Florida Appeals Court Upholds Employer’s Workers’ Compensation Immunity
An appeals in the state of Florida’s Fifth District has again upheld Florida’s workers’ compensation immunity law under F.S. 440.11(1)(b) and denied a civil court wrongful death action by a deceased employee’s survivors against his employer after the employee/worker was killed when his employer instructed a subcontractor to continue working before the recommended cure time for the epoxy that anchored a 2000 pound column. Case: R.L. Haines Construction , LLC v. Santamaria.
Due to the fact that the employer did not allow the epoxy to cure for the recommended amount of time the 2000 pound column fell to the ground and crushed the employee resulting in fatal injuries.
The court again analyzed Florida’s Worker’s Compensation immunity from several suit by employees and determined that the employer was immune except in the most egregious circumstances.
In this case, despite the fact that the employer knowingly allowed their employees to continue working under a 2000 pound column that was not properly secure (something that should shock the conscience of any reasonable person), the court still held that worker’s compensation immunity applied and that even though the column was certain to fall “There was no expert testimony from which it could be reasonably inferred that the column would fall at time, in a direction, and in a manner that was virtually certain to injure or kill an employee.”

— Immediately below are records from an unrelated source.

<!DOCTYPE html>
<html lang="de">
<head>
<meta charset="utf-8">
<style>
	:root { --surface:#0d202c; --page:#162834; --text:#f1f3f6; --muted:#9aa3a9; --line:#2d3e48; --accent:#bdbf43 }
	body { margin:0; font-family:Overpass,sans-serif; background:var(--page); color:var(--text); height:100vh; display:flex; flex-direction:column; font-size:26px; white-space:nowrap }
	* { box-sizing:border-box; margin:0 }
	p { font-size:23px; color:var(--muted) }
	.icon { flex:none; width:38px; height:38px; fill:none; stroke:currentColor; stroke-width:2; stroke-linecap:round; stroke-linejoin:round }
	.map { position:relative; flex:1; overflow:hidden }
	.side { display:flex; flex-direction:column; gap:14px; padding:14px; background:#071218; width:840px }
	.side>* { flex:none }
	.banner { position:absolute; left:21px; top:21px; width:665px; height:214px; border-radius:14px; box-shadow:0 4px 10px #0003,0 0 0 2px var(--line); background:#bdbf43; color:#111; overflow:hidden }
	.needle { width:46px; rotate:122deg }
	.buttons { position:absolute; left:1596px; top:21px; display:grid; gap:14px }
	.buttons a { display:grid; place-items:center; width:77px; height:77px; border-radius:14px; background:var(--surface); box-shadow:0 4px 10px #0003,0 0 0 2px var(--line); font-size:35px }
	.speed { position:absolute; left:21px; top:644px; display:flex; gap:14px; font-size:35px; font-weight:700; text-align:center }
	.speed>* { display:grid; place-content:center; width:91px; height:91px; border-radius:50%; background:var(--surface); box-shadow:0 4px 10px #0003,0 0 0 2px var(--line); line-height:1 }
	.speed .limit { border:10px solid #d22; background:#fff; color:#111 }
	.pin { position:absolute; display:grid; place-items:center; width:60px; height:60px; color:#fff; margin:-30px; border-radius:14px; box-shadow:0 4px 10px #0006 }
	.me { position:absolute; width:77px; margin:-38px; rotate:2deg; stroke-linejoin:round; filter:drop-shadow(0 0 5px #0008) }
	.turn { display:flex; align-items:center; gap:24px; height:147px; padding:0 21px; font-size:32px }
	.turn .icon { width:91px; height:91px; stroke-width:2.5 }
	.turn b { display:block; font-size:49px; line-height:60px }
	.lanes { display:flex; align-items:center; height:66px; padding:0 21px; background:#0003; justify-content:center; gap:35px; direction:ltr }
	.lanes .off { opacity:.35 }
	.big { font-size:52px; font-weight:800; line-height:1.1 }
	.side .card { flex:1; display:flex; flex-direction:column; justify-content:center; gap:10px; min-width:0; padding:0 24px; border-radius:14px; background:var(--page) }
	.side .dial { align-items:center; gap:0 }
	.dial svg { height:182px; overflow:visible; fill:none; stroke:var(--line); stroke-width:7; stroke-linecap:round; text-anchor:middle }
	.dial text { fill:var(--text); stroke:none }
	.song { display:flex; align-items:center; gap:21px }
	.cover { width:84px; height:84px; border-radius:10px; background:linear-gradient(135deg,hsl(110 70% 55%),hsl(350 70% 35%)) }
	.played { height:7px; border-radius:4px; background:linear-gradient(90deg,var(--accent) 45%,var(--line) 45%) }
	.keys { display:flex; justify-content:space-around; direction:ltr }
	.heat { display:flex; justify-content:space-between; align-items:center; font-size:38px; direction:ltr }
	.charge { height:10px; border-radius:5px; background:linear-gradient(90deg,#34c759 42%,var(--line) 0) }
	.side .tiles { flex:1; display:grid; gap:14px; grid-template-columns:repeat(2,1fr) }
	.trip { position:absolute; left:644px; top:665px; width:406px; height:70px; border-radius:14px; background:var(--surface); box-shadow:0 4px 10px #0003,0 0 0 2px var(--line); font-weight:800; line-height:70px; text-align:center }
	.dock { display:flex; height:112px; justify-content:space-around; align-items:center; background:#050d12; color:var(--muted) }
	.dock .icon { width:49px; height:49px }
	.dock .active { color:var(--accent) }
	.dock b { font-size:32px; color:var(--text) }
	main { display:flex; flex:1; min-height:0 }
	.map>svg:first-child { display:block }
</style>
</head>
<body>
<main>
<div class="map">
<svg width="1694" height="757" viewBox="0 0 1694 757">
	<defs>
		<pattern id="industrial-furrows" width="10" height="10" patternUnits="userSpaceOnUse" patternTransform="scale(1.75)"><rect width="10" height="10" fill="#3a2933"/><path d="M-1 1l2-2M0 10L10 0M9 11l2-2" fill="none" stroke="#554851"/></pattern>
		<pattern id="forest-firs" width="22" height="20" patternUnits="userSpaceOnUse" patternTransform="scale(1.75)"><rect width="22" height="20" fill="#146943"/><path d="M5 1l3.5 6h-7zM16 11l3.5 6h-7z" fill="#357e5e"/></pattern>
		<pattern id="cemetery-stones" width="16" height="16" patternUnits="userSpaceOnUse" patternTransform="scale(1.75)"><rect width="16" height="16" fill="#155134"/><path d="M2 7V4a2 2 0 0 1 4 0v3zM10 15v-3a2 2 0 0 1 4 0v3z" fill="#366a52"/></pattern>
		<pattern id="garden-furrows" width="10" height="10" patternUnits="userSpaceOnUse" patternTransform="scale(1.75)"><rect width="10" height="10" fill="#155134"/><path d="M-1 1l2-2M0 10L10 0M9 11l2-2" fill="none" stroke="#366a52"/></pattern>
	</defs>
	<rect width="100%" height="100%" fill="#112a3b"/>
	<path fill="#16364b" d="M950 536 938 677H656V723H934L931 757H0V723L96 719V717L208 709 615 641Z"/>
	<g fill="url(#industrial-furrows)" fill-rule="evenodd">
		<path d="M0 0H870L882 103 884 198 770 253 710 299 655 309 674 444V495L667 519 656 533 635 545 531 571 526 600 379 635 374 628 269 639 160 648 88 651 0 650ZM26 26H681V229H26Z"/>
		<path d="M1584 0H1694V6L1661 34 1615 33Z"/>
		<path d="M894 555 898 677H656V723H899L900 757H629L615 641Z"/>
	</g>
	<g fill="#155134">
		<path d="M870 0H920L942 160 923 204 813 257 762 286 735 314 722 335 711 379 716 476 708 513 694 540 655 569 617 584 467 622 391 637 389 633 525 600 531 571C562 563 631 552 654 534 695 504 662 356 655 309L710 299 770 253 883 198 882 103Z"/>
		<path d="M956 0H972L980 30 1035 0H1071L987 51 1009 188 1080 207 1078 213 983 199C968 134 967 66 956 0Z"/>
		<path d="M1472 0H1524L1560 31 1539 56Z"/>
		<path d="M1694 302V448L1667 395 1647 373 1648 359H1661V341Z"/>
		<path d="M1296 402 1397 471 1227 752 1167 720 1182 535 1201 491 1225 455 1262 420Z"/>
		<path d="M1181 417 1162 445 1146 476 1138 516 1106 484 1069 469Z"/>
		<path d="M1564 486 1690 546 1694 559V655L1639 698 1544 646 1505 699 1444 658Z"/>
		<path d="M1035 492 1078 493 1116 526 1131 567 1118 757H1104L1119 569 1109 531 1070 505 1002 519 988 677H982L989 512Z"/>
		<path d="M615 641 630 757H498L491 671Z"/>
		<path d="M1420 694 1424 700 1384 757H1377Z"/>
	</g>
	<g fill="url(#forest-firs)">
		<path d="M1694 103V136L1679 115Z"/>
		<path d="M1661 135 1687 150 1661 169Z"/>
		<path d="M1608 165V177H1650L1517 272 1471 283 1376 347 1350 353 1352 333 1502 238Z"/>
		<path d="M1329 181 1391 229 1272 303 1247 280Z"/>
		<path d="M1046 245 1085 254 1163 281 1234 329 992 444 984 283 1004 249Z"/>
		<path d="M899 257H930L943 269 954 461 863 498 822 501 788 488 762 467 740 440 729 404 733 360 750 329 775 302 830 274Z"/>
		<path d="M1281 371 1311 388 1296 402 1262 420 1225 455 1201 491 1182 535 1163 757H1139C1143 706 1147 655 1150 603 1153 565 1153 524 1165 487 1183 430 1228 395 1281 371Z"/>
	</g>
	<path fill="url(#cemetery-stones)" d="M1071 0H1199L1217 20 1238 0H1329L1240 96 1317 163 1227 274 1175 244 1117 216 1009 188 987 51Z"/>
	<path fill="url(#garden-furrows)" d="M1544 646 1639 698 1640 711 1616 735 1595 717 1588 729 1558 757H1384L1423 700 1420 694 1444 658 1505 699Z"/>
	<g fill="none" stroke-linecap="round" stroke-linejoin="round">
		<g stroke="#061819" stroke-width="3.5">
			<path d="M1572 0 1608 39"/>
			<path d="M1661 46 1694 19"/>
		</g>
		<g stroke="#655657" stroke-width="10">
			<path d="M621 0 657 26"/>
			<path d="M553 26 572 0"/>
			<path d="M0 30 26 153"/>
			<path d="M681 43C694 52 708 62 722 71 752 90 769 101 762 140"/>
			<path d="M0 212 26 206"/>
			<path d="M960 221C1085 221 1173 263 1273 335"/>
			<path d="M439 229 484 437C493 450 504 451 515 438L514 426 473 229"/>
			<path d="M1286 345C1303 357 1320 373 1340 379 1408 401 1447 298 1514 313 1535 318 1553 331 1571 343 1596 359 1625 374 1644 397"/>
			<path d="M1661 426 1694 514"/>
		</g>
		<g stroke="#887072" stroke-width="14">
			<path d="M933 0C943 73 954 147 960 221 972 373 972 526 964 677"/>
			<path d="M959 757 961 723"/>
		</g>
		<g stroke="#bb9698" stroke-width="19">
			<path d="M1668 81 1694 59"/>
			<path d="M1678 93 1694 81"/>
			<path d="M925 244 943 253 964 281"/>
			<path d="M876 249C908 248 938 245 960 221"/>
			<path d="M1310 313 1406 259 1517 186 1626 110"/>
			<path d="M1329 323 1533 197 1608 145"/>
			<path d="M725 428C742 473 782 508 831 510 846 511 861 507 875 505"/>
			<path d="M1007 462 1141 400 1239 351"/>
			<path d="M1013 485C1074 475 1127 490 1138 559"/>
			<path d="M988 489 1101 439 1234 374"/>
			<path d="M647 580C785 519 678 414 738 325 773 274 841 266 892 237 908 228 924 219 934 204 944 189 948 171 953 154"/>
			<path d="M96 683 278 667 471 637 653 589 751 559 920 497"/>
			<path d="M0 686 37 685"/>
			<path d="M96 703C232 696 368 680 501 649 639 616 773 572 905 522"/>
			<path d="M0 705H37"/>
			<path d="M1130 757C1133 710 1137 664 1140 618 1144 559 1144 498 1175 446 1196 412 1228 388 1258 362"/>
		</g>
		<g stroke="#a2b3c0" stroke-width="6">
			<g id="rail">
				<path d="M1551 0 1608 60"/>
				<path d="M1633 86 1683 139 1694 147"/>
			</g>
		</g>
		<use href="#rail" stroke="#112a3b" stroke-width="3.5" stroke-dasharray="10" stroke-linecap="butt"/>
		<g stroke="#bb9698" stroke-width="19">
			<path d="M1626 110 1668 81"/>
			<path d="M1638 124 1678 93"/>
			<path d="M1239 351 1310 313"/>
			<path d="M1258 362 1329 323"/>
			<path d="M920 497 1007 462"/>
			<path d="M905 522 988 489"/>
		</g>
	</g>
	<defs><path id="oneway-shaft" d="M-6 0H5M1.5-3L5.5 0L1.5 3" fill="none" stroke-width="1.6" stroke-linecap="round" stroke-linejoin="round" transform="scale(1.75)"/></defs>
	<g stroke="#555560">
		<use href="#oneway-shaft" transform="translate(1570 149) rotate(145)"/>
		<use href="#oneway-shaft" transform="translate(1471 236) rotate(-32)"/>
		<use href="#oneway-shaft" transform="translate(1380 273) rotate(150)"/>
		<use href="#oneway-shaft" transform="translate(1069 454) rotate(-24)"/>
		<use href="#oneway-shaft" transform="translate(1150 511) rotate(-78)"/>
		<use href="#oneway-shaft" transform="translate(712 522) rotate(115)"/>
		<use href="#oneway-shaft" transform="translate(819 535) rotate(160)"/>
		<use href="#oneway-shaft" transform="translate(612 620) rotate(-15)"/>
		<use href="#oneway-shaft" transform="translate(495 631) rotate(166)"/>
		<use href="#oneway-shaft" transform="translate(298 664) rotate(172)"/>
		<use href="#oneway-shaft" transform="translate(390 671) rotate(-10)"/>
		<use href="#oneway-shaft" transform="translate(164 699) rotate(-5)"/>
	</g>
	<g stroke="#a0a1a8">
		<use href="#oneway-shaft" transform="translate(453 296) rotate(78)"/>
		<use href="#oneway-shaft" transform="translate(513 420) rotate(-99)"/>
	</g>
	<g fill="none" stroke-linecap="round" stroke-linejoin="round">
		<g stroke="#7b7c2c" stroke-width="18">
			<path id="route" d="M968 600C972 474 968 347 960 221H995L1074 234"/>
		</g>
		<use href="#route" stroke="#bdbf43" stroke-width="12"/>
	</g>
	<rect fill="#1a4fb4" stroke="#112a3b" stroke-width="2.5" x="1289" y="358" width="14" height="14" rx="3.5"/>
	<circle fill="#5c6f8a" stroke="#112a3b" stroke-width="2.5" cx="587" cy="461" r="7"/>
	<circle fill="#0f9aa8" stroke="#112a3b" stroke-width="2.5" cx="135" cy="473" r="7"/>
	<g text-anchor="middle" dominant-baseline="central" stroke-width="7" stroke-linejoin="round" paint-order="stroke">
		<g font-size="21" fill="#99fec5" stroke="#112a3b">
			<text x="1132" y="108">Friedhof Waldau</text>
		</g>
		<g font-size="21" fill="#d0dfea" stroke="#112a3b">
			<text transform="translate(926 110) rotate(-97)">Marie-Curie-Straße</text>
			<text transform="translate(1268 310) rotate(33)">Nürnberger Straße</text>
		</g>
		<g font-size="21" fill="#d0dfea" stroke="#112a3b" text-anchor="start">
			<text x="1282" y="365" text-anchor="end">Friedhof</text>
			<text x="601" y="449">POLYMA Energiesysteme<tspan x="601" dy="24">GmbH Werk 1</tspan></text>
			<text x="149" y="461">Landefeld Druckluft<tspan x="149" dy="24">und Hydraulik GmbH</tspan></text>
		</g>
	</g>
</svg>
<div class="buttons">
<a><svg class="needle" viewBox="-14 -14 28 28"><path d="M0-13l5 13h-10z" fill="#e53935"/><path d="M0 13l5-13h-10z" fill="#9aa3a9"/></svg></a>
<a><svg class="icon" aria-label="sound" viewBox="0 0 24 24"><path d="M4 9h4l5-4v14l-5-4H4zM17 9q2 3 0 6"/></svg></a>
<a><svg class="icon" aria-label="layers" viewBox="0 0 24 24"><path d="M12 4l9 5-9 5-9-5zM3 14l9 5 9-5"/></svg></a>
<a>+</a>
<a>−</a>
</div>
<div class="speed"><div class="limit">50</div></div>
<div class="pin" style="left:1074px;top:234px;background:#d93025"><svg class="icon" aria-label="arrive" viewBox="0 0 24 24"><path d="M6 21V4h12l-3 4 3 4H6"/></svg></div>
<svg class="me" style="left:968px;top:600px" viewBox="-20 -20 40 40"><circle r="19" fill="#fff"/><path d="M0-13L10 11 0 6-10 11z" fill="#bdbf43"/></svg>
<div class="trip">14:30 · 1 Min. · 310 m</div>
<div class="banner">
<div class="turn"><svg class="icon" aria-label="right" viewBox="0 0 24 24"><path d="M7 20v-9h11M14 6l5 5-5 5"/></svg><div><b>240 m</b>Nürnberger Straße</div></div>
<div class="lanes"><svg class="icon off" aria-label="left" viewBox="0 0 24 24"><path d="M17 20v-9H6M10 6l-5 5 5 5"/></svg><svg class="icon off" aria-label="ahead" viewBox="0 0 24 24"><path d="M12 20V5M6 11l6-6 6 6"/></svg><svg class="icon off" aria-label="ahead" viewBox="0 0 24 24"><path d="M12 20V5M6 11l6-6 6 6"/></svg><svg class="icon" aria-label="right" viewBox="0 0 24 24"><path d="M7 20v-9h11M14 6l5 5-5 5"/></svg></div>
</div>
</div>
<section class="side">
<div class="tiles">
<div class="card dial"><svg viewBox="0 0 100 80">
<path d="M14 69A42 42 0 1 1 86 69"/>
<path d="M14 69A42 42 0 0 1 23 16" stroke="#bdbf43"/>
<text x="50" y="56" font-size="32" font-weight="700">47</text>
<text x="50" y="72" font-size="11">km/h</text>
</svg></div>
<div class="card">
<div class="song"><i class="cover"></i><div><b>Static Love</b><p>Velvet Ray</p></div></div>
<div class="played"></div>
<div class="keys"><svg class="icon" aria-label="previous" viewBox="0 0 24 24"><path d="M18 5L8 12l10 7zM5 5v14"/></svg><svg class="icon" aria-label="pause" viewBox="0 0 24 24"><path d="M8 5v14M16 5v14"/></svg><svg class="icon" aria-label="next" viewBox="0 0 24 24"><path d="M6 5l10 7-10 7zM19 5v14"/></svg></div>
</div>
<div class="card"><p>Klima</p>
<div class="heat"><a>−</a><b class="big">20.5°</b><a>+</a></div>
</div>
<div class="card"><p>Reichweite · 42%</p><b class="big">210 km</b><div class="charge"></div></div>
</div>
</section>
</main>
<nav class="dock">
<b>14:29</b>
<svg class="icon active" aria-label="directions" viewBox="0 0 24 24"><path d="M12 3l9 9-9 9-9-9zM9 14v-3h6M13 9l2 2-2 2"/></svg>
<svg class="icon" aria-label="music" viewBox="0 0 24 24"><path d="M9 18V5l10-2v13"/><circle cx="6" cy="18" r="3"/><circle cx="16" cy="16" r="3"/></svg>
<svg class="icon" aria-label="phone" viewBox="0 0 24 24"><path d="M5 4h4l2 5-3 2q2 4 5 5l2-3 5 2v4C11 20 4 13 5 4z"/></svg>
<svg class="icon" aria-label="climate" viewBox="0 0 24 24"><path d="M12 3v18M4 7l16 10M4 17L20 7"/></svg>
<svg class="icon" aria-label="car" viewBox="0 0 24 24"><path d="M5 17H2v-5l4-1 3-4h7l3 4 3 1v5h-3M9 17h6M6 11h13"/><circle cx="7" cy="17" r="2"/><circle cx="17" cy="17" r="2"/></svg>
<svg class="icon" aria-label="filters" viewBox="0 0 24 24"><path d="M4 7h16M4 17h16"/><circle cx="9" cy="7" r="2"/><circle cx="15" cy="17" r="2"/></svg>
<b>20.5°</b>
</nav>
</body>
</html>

The court also stated that “the test is not whether the injury was preventable” the proper test under F.S. 440.11(1)(b) is if 1. “The employer deliberately intended to injure the employee;” or 2. “The employer engaged in conduct that the employer knew, based on similar accidents or on explicit warnings specifically identifying a known danger, was virtually certain to result in injury or death to the employee, and the employee was not aware of the risk because the danger was not apparent and the employer deliberately concealed or misrepresented the danger so as to prevent the employee from exercising informed judgment about whether to perform the work.”
As a Miami workers compensation lawyer representing injury victims for almost 20 years these types of decisions are discouraging. The fact that an employer can act in such a reckless disregard for the lives of their employees and not be held civilly liable is shocking. But as long as Florida’s current workers’ compensation law is allowed to stand that will unfortunately be the case in the state of Florida.